TMS-evoked EEG potentials from prefrontal and parietal cortex: reliability, site specificity, and effects of NMDA receptor blockade

Abstract

ABSTRACTMeasuring the brain’s response to transcranial magnetic stimulation (TMS) with electroencephalography (EEG) offers a unique insight into the local cortical circuits and networks activated following stimulation, particularly in non-motor regions where less is known about TMS physiology. However, the mechanisms underlying TMS-evoked EEG potentials (TEPs) remain largely unknown. We assessed TEP reliability, site-specificity, and sensitivity to changes in excitatory neurotransmission mediated by n-methyl-d-aspartate (NMDA) receptors following stimulation of non-motor regions.
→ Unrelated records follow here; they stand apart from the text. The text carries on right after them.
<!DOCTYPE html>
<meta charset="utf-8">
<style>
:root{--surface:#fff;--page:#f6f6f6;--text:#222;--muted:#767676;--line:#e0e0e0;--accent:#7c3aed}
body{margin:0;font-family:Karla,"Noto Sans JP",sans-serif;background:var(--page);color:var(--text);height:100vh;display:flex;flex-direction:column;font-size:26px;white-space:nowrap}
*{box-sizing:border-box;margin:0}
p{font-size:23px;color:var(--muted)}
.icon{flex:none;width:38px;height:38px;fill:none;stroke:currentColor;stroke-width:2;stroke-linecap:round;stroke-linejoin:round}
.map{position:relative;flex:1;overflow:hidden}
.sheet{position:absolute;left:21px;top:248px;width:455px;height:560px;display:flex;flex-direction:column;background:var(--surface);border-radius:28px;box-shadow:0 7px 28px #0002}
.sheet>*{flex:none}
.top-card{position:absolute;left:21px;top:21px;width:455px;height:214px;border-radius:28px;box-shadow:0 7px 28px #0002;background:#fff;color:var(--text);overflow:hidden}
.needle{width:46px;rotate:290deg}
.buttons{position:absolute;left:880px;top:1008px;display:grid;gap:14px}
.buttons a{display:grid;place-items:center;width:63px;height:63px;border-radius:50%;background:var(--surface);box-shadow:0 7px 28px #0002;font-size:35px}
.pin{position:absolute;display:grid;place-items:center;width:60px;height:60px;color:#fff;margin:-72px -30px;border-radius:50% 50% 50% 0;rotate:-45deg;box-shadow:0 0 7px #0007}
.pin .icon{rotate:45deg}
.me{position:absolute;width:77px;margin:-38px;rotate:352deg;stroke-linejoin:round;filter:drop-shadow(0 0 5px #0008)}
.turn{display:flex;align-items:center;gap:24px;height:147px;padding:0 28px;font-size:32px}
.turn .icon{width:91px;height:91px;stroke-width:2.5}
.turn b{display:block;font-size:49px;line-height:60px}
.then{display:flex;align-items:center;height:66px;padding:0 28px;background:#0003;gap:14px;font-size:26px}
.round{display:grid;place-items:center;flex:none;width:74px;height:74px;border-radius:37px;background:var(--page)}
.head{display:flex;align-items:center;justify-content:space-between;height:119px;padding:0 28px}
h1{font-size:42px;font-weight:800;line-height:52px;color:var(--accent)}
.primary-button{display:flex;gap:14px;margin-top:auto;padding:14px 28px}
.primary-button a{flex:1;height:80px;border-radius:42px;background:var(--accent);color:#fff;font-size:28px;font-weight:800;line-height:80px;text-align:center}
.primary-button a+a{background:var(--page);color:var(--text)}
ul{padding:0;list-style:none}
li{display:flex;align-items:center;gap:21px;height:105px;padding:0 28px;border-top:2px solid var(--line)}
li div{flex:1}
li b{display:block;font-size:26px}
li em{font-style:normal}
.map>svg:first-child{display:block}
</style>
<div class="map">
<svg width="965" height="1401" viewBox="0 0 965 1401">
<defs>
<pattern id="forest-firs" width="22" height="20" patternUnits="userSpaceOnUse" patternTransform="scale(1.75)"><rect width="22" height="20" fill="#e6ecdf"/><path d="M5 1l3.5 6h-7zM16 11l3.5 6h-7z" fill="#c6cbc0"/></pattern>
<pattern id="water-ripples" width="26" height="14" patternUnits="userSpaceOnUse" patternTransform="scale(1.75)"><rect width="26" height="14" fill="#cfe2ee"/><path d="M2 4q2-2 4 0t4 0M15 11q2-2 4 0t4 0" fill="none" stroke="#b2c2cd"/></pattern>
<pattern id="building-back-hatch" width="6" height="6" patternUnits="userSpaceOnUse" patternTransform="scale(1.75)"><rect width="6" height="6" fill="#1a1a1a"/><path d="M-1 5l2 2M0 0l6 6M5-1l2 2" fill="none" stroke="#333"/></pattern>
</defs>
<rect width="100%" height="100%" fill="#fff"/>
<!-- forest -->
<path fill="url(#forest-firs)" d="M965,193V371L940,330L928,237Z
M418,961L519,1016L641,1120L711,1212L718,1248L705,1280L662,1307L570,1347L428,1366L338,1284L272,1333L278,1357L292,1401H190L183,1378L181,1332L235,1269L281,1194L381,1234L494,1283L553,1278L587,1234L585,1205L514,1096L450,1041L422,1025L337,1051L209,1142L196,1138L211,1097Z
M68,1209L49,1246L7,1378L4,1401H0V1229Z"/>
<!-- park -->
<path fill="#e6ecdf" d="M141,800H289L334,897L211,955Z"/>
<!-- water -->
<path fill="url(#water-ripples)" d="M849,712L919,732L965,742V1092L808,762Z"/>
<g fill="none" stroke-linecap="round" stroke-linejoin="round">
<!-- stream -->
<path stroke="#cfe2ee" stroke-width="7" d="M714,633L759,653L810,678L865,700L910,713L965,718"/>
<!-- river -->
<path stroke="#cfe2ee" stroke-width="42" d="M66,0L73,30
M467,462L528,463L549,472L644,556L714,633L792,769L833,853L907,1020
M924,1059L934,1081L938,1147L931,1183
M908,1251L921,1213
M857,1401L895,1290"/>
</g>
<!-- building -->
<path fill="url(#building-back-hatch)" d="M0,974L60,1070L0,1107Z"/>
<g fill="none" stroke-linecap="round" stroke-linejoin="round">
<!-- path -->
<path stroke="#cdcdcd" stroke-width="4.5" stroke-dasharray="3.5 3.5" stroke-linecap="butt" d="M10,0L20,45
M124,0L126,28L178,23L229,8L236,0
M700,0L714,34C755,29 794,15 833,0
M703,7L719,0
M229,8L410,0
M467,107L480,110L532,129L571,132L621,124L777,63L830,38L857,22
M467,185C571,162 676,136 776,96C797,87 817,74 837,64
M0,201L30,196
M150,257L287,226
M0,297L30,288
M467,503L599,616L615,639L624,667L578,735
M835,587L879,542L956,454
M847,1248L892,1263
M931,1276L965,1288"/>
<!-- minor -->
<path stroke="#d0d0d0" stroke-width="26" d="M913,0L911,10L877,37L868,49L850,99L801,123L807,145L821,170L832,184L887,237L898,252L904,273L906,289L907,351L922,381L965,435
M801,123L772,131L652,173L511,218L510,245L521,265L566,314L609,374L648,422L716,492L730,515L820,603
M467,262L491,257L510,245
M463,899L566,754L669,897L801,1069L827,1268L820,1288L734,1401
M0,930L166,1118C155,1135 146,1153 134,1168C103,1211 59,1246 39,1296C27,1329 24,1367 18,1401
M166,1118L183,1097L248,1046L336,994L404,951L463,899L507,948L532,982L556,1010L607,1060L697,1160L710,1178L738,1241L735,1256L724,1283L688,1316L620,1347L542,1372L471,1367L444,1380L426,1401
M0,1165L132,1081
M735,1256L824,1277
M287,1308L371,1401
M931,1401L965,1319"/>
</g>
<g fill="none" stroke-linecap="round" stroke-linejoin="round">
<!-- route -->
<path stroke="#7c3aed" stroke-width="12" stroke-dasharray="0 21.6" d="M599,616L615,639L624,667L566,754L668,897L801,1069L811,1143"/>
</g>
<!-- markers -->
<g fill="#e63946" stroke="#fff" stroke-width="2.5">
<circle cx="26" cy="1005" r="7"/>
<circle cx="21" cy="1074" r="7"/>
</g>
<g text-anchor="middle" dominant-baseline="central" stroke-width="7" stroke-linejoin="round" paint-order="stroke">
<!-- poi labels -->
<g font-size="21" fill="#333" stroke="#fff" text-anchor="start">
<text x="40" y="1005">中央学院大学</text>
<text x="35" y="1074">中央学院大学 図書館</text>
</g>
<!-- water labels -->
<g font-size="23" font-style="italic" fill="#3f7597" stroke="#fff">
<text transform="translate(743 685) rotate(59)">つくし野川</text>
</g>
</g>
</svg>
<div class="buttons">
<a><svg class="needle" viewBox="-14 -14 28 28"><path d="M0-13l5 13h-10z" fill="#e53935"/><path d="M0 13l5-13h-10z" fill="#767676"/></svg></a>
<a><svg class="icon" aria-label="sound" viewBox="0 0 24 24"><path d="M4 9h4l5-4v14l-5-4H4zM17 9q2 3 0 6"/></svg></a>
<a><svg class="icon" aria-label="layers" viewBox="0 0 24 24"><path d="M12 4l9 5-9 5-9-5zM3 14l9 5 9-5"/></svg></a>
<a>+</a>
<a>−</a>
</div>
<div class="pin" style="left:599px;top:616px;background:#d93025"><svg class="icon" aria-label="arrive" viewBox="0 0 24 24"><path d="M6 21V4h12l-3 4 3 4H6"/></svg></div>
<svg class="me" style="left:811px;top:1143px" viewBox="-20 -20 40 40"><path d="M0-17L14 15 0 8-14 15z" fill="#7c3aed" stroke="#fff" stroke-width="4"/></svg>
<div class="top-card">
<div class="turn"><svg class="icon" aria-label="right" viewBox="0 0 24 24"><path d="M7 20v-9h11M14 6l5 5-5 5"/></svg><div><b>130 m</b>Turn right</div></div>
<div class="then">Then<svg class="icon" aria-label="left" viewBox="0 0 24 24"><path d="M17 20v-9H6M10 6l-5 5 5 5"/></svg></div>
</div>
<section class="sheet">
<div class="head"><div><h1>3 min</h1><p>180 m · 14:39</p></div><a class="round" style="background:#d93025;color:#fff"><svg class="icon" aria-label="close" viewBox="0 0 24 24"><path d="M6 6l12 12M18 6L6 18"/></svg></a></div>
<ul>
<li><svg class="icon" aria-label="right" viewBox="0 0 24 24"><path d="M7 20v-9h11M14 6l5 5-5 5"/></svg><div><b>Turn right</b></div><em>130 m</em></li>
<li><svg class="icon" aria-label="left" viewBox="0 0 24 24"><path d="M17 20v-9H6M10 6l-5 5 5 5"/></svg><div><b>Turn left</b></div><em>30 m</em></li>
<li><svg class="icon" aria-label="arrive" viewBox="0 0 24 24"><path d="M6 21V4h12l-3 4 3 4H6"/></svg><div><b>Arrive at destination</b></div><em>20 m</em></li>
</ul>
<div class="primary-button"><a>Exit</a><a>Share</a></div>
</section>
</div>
In fourteen male volunteers, resting EEG and TEPs from prefrontal (PFC) and parietal (PAR) cortex were measured before and after administration of either dextromethorphan (an NMDA receptor antagonist) or placebo across two sessions separated by at least a week in a double-blinded pseudo-randomised crossover design. At baseline, TEPs showed lower within-than between-subject variability for both stimulation sites across sessions, demonstrating the reliability of non-motor TEPs within individuals. There were differences in amplitude between PFC and PAR TEPs across a wide time range (15-250 ms), however the signals were correlated after ~80 ms, suggesting that early peaks reflect site-specific activity, whereas late peaks reflect activity patterns less dependent on the stimulated sites. TEPs were not altered following dextromethorphan compared to placebo, however low frequency resting oscillations were reduced in power. Our findings suggest that TEPs from PFC and PAR: 1) are reliable within and variable between individuals; 2) reflect stimulation site specific activity across early time periods (<80 ms); and 3) are not sensitive to changes in NMDA receptor-mediated neurotransmission.